Son idéologie, son langage, sa forme et son fond sont aujourd'hui
dépassés au regard de la réalité sociale. Le juge
civil, normalement bouche de la loi, est alors devenu en l'espace de deux
siècles, maitre du Code civil. Sans réforme, cette
complexité et cette obsolescence perdureront, à l'heure ou
apparaît vitale une simplification et modernisation de notre droit
civil.
278. Remédier aux défauts certes, mais
également l'adapter à l'Europe : un tel argument constitue
l'enjeu majeur d'une réforme. Cette réforme est rendue
nécessaire en raison de la domination des sources internationales sur
les sources internes. La prolifération et surtout la dispersion de ces
sources rendent nécessaire une réforme du Code civil. A l'heure
de la montée en puissance des droits de l'homme, l'existence même
du Code est remise en cause. En effet, les droits de l'homme, droits
fondamentaux par excellence, le sont plus encore que ceux de l'ordre civil dont
le Code en est l'expression. Notre Code civil actuel n'a plus sa place dans un
monde ou l'affirmation de tels droits subjectifs permet la régulation
sociale. Il n'a plus sa place non en raison de l'émergence d'un
véritable ordre communautaire, d'une Europe du commerce dont la
législation rend le Code civil inadapté. Un « Code civil
330 L. Vogel, art. préc., in Livre du Bicentenaire, ouvr.
préc., p. 170.
Réformer le Code civil 106
des français » puisqu'il s'agit de cela
aujourd'hui, n'a plus sa place à l'heure de la construction
européenne.
279. Ainsi, la réforme du Code civil n'a pu être
envisagée qu'à travers deux voies. D'une part, une recodification
civile conduite au plan national. Celle-ci, afin de prospérer, devra
recouvrir des qualités techniques exceptionnelles, résulter d'une
forte volonté politique et d'un consensus démocratique.
Malgré cela, la question de la « forme de la réforme »
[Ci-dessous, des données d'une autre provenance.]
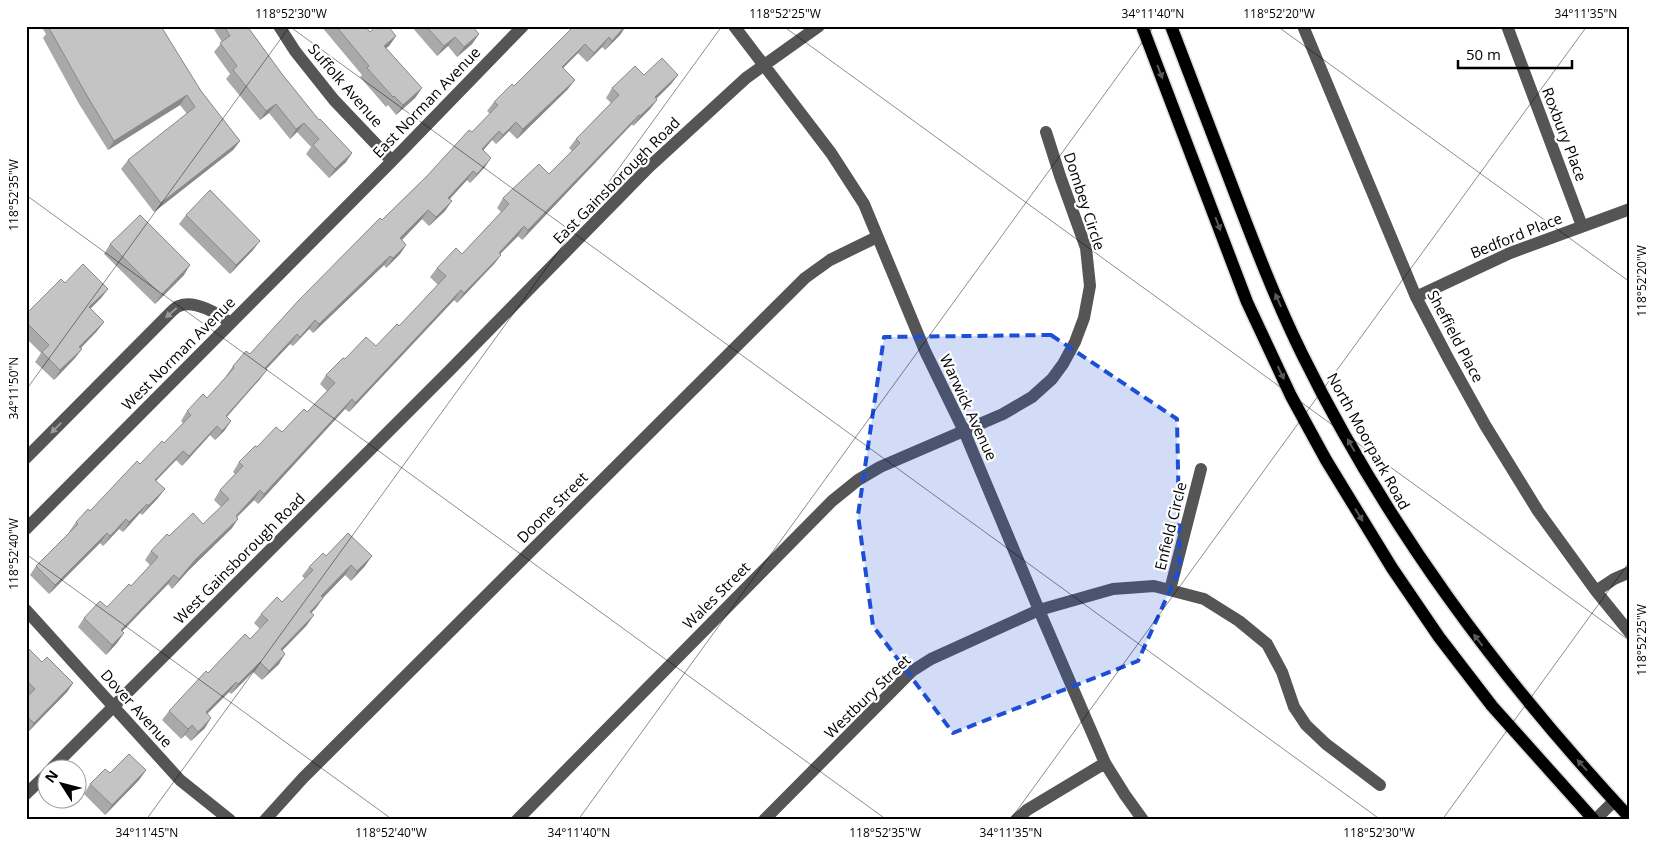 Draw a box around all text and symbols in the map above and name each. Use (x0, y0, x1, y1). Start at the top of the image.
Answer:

n'est pas à négliger. Qu'elle soit partielle ou globale, la
recodification civile au plan national devra nécessairement prend la
forme d'une innovation. En effet, recodifier à droit constant serait un
mal supplémentaire pour le droit civil français,
déjà affaibli.
D'autre part, la réforme du Code civil a pu et doit
être envisagée au regard d'une codification européenne.
Cela suppose bien sûr une révision des valeurs qui animent l'ordre
européen. Les difficultés de recodification interne et
d'incohérence que cela pourrait engendrer sont telles que
l'élaboration d'un Code civil européen constitue le remède
à tous les maux : un droit unique qui supprimerait toutes les entraves.
Le développement d'une identité juridique européenne est
nécessaire et pourrait conduire à unifier le droit civil
européen. Cependant, là encore, les obstacles sont nombreux.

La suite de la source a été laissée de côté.